Es ist ein Ort der Verheißung: ein – zunächst – namenloser Nachtklub in Paris. Dort, so scheint es, ist alles möglich. Die Nacht hat ihre eigenen Gesetze. Jedes Wochenende mutiert die Tanzfläche zur hedonistischen Ausnahmezone; zur Oase der Realitätsflucht, der Freiheit und Körperlichkeit, zur Heimat einer Schicksalsgemeinschaft. Jene der Tanzwütigen, der Sich-Treiben-Lassenden, der Aussteigerinnen und Aussteiger vom Alltag.
In "Das Tier im Dschungel", der sehr freien Version einer Kurzgeschichte von Henry James, feiert Filmemacher Patric Chiha die Klubkultur, die Nacht, den Rausch, die Techno-Beats, das Jetzt – und die Menschen dazu. Es beginnt mit dem ersten Mal in einem neuen Klub, 1979. Vier Freunde stellen sich an, ein Paar Damenfüße klappert in High Heels und roten Strümpfen auf das Ereignis zu. Die Türsteherin (großartig: Schauspielerin und Punk-Legende Béatrice Dalle) scannt mit Expertise am Eingang, wer zu dieser Schicksalsgemeinschaft passt und wer nicht und wem Einlass gewährt wird. Sie fungiert auch als Erzählerin. Die bei der Berlinale uraufgeführte Ode an die Nacht ist aber mehr als ein Rausch – es ist eine Langzeitbeobachtung zweier einsamer Seelen, die sich am Häusl im Klub wieder begegnen. Mehr als 20 Jahre lang folgt das Publikum in dieser Geschichte May (Anaïs Demoustier) und John (Tom Mercier). Er wartet auf das entscheidende Etwas, das sein Leben demnächst auf den Kopf stellen könnte. Er glaubt, für Größeres bestimmt zu sein und weiht sie in sein Geheimnis ein. Jedes Wochenende treffen sie sich im Klub und warten. Vor lauter Warten verpassen sie Chancen, Freundschaften, die Liebe und das Leben, während sie mitten im pulsierenden Klub stehen. Die Kamera schweift über die Tanzfläche, das Körpertheater, den Rausch, die Ekstase. Die Jungen werden älter, die Beats verändern sich genauso wie die Frisuren und die Mode. Draußen zieht die Weltpolitik vorbei, manchmal dringen TV-Schnipsel oder Nachrichten in die geschützte Atmosphäre der Nacht: der Wahlsieg François Mitterrands im Mai 1981, HIV und Freunde, die an Aids sterben, der Mauerfall und 9/11.

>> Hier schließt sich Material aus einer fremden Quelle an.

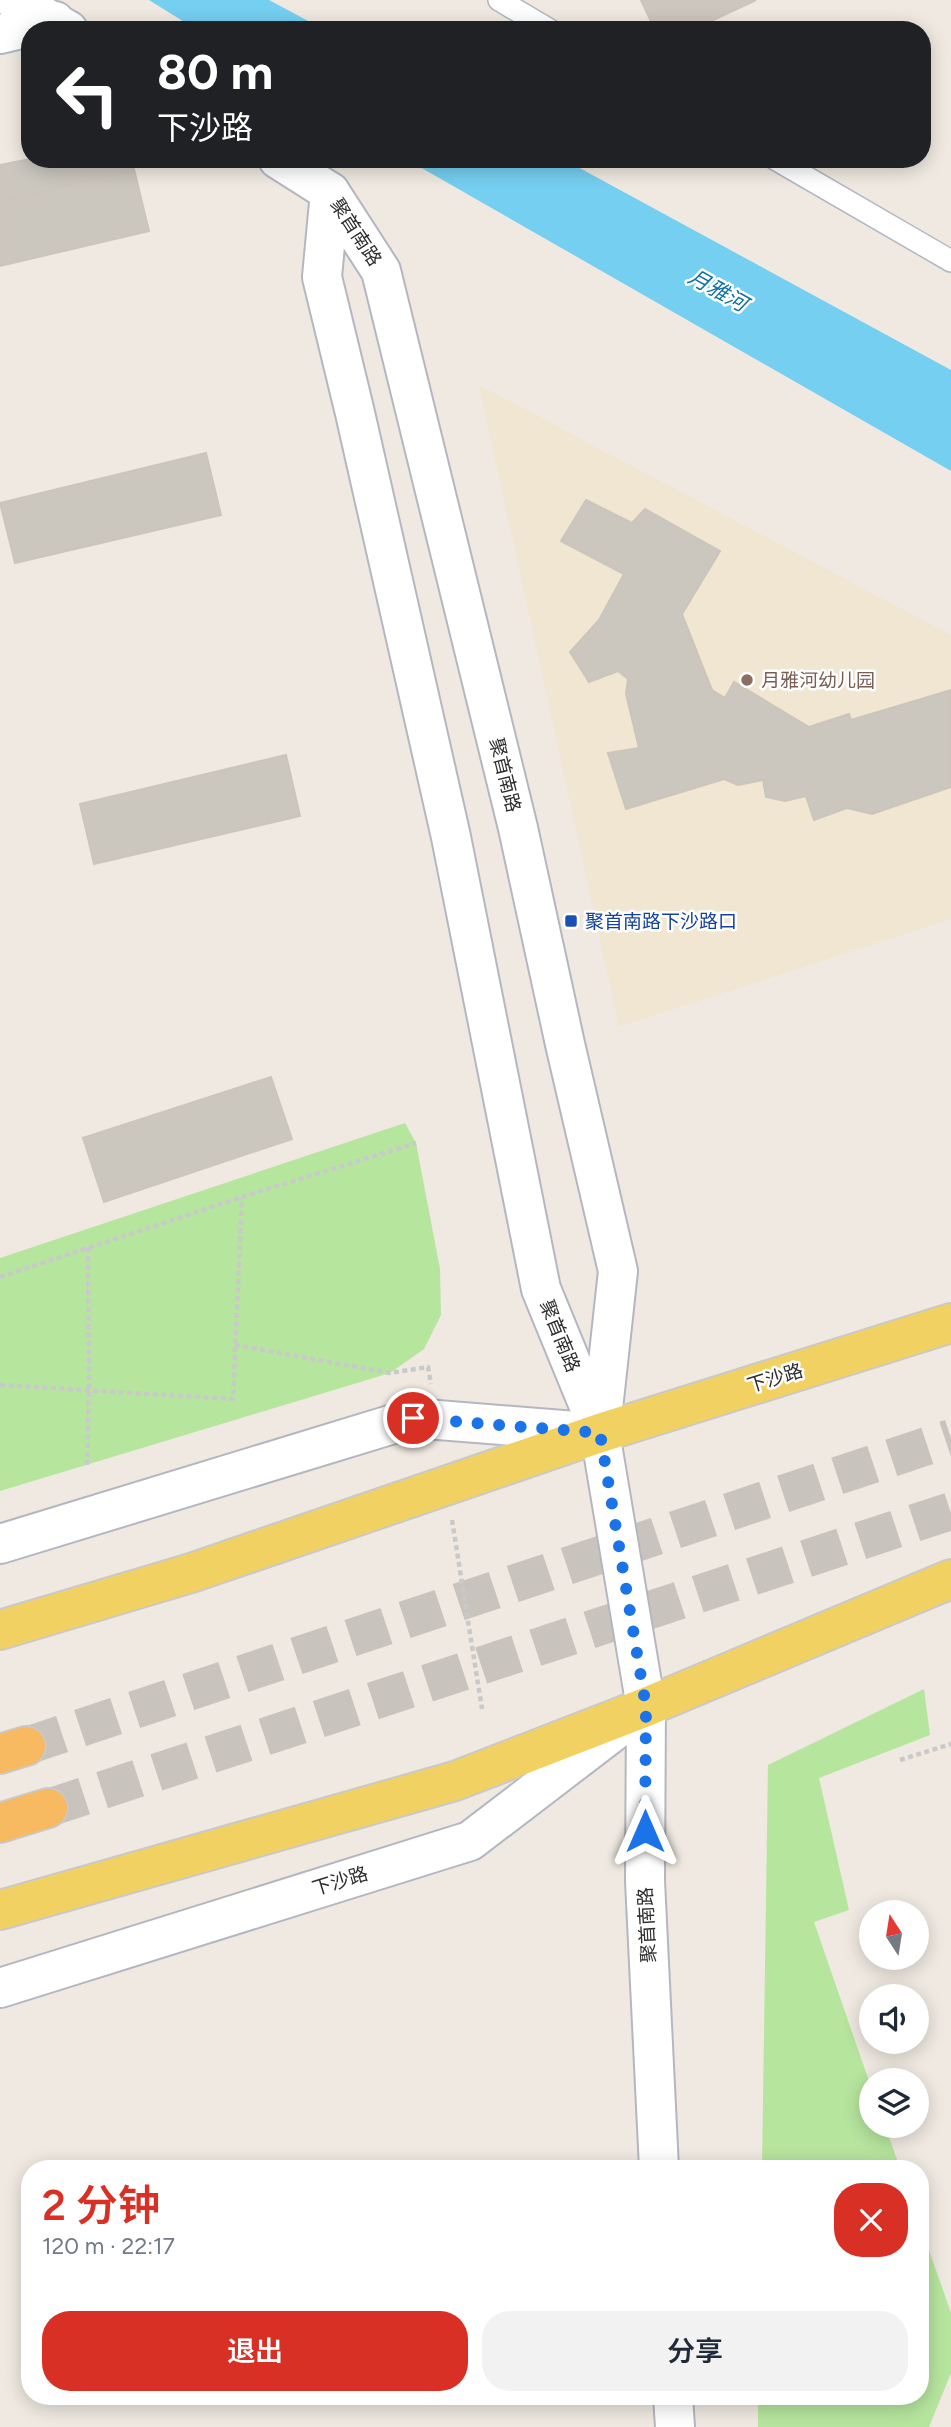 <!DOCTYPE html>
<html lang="zh">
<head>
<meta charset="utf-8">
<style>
  :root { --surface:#fff; --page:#f2f2f3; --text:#1f2937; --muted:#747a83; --accent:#d93025 }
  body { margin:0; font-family:Figtree,"Noto Sans SC",sans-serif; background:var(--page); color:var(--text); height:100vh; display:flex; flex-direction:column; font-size:26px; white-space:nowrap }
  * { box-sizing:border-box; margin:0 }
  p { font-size:23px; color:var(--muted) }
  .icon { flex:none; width:38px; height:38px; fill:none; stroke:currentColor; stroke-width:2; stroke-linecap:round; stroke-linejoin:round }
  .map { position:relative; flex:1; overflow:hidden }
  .drawer { position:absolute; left:21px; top:2160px; width:908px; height:245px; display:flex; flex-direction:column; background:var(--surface); border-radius:28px; box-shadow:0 4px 18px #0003 }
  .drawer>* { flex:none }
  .banner { position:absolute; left:21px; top:21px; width:910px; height:147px; border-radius:28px; box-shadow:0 4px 18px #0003; background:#202124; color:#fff; overflow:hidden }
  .needle { width:46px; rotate:348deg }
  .buttons { position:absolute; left:859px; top:1900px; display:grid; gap:14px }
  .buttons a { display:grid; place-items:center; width:70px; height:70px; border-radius:50%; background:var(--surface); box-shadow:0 4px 18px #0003; font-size:35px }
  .pin { position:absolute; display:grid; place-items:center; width:60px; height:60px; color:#fff; margin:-30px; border:4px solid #fff; border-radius:50%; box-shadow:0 2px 7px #0007 }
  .me { position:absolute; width:77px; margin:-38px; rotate:0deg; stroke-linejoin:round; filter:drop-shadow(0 0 5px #0008) }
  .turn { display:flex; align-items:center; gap:24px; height:147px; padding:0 21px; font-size:32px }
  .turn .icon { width:91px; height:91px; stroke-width:2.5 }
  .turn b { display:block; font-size:49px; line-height:60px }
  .round { display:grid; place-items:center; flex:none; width:74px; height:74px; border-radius:28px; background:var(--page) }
  .overview { display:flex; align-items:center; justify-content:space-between; height:119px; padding:0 21px }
  h1 { font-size:42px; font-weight:600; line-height:52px; color:var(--accent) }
  .action { display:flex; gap:14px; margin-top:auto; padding:14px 21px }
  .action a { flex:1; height:80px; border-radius:28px; background:var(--accent); color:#fff; font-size:28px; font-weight:600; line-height:80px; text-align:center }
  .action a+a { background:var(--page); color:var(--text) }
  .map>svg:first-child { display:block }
  .education { fill:#f0e6d1 }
  .green { fill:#b6e59e }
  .water { fill:#75cff0 }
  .building { fill:#cbc7bf; stroke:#cbc5ba; stroke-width:2 }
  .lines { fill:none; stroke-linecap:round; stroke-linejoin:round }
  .trunk-tunnel { stroke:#c8c4bd; stroke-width:38; stroke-dasharray:38 19; stroke-linecap:butt }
  .service-casing { stroke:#b4b7c1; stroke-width:24 }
  .minor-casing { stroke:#b4b7c1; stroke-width:42 }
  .tertiary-casing { stroke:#b4b7c1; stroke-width:42 }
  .secondary-casing { stroke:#b4b7c1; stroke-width:42 }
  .primary-casing { stroke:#c9c9c9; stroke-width:42 }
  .trunk-casing { stroke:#c9c9c9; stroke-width:42 }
  .path { stroke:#c9c9c9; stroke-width:4.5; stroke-dasharray:5 3.5; stroke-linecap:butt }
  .service { stroke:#fff; stroke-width:21 }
  .minor { stroke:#fff; stroke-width:38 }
  .tertiary { stroke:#fff; stroke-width:38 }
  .secondary { stroke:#fff; stroke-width:38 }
  .primary { stroke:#f2d163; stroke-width:38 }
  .trunk { stroke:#f8ba60; stroke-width:38 }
  .route { stroke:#1a73e8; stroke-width:12; stroke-dasharray:0 21.6 }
  .education-dot { fill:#8d6e63; stroke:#fff; stroke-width:2.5 }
  .transit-dot { fill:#1a4fb4; stroke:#fff; stroke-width:2.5 }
  .labels { text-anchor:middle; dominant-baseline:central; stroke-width:5; stroke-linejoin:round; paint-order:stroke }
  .street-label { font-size:19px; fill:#2e2e2e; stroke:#fff }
  .education-label { font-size:19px; fill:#785e54; stroke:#fff; text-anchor:start }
  .transit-label { font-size:19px; fill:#164399; stroke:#fff; text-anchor:start }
  .water-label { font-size:21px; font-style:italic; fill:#0d6fa3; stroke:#fff }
</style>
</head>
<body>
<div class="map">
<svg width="951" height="2427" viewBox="0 0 951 2427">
  <rect width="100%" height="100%" fill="#efe9e1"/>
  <path class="education" d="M479,385l472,250v284l-332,108z"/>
  <path class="green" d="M405,1123l11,20 24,126 1,46 -17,34 -34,24 -390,118v-233z
    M924,1689l6,46 -111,43 30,132 -35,12 57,165 1,39h13l15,42h-138l6,-403z
    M921,2227l30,86v60l-22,54h-171v-31h162z"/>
  <path class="water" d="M149,0h120l56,30h-128z
    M406,159h157l388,211v101z"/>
  <path class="building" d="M641,0h115l-64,30h-37z
    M30,159h101l3,10 -134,33v-37z
    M134,169l15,62 -149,35v-64z
    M206,453l15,62 -206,48 -15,-60z
    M586,500l46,23 13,-14 75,42 -38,63 30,76 13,8 9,-16 75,45 40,-13 2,6 100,-30v97l-79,27 -25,-6 -33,12 -8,-24 -21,5 -19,-4 -3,-17 -25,5 -14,-6 -98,30 -18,-56 31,-5 -13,-54 2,-15 -10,-8 -29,11 -19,-30 29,-32 25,-46 -63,-33z
    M286,755l14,61 -206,48 -14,-60z
    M271,1077l21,62 -188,63 -21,-64z"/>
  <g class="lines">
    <path class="trunk-tunnel" d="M26,1746l925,-308
      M48,1808l903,-297"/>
    <g class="service-casing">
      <path id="service" d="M499,0l51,30
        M775,159l176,102"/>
    </g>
    <g class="minor-casing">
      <path id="minor" d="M14,0l54,30
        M0,34l55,-13
        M278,159l52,33"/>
    </g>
    <g class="tertiary-casing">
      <path id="tertiary" d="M330,192l-8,85 33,136 96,424 90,452 59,144 46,274 -1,174 14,287
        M330,192l51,79 137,557 47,216 53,227 -17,156
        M673,2396l2,31"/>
    </g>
    <g class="secondary-casing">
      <path id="secondary" d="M0,1544l413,-126 187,15
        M0,1988l470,-147 161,-123"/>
    </g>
    <g class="primary-casing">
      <path id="primary" d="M0,1630l191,-57 409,-140 351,-110
        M0,1910l455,-129 191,-74 305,-128"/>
    </g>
    <g class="trunk-casing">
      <path id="trunk" d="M0,1754l26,-8
        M0,1823l48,-15"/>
    </g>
    <path class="path" d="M0,1277l242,-80 174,-54
      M235,1345l155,28 38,-6 3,17
      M0,1385l233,14 9,-202
      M87,1465l2,-75 -1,-142
      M452,1520l30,189
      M900,1760l51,-16"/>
    <use href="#service" class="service"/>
    <use href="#minor" class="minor"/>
    <use href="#tertiary" class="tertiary"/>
    <use href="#secondary" class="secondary"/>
    <use href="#primary" class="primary"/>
    <use href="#trunk" class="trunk"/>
  </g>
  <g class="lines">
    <path class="route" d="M413,1418l187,15 46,274 -1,124"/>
  </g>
  <circle class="education-dot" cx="747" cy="680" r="7"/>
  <rect class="transit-dot" x="564" y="914" width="14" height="14" rx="3.5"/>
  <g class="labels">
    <g class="street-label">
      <text transform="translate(356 232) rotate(57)">聚首南路</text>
      <text transform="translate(505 775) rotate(76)">聚首南路</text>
      <text transform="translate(560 1336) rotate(68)">聚首南路</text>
      <text transform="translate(775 1378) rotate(-17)">下沙路</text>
      <text transform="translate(340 1881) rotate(-17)">下沙路</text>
      <text transform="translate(647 1925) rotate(-93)">聚首南路</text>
    </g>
    <g class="education-label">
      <text x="761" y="680">月雅河幼儿园</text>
    </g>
    <g class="transit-label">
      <text x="585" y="921">聚首南路下沙路口</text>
    </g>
    <g class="water-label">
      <text transform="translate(718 290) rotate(29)">月雅河</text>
    </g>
  </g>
</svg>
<div class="buttons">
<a><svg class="needle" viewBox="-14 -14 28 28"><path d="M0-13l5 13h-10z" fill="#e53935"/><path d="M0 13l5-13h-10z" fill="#747a83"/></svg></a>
<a><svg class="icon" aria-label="sound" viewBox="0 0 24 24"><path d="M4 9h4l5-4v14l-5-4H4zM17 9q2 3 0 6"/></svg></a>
<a><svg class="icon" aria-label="layers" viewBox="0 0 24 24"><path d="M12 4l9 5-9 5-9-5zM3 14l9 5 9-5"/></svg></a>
</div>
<div class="pin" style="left:413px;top:1418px;background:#d93025"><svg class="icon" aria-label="arrive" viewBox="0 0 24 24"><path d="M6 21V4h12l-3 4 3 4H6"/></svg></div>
<svg class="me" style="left:645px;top:1831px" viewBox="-20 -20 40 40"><path d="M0-17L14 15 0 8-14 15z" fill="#1a73e8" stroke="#fff" stroke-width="4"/></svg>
<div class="banner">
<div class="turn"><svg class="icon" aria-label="left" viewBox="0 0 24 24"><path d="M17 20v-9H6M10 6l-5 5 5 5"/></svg><div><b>80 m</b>下沙路</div></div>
</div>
<section class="drawer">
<div class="overview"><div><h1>2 分钟</h1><p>120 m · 22:17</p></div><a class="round" style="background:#d93025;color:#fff"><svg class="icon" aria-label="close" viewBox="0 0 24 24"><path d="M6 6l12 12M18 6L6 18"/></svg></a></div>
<div class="action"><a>退出</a><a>分享</a></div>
</section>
</div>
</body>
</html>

Glühende analoge Bilder von Kamerafrau Celine Bozon, fantastische Licht- und Schattenspiele und dazu die Choreografie der Ekstase und Enthemmung sorgen in manchen Szenen für eine ungeheure Sogwirkung, in anderen wiederum für Längen. Es ist ein fiebriger Diagonale-Eröffnungsfilm – ein Stück Weltkino auf Französisch mit Untertiteln – für das nicht alle schwärmen werden. So ist das mit Samstagabenden aber im echten Leben auch.
"Selten gab sich ein österreichischer Film mondäner", schwärmten die Diagonale-Intendanten Sebastian Höglinger und Peter Schernhuber für die französisch-belgisch-österreichische Koproduktion. Chiha, geboren 1975 in Wien, lebt seit Ewigkeiten in Paris, wo er auch Modedesign studierte, später Filmmontage in Brüssel. 2010 feierte sein Debüt "Domaine" in Venedig Premiere, es folgte "Boys Like Us" (2014). Im Dokumentarfilm "Brüder der Nacht" (2016) begleitete er junge Roma in Wien, die ihre Körper verkaufen. In der Dunkelheit werden die zarten Burschen zu Königen. In der hypnotischen Doku "Wenn es Liebe wäre" (2019) beobachtet er die Crew von Gisèle Viennes Performance "Crowd". Und immer wieder: tanzende Körper, vibrierende Musik, Super-8-Bilder – ein Leinwand-Rausch, eine Kinoerfahrung.
Genauso wie der Aperitivo: Viktoria Schmids siebenminütige Miniatur – ein dialogfreier Ritt voller Farbüberlagerungen und Perspektivenwechseln hoch über den Wolkenkratzern und durch die Häuserschluchten von New York. Eine Ode ans Kino.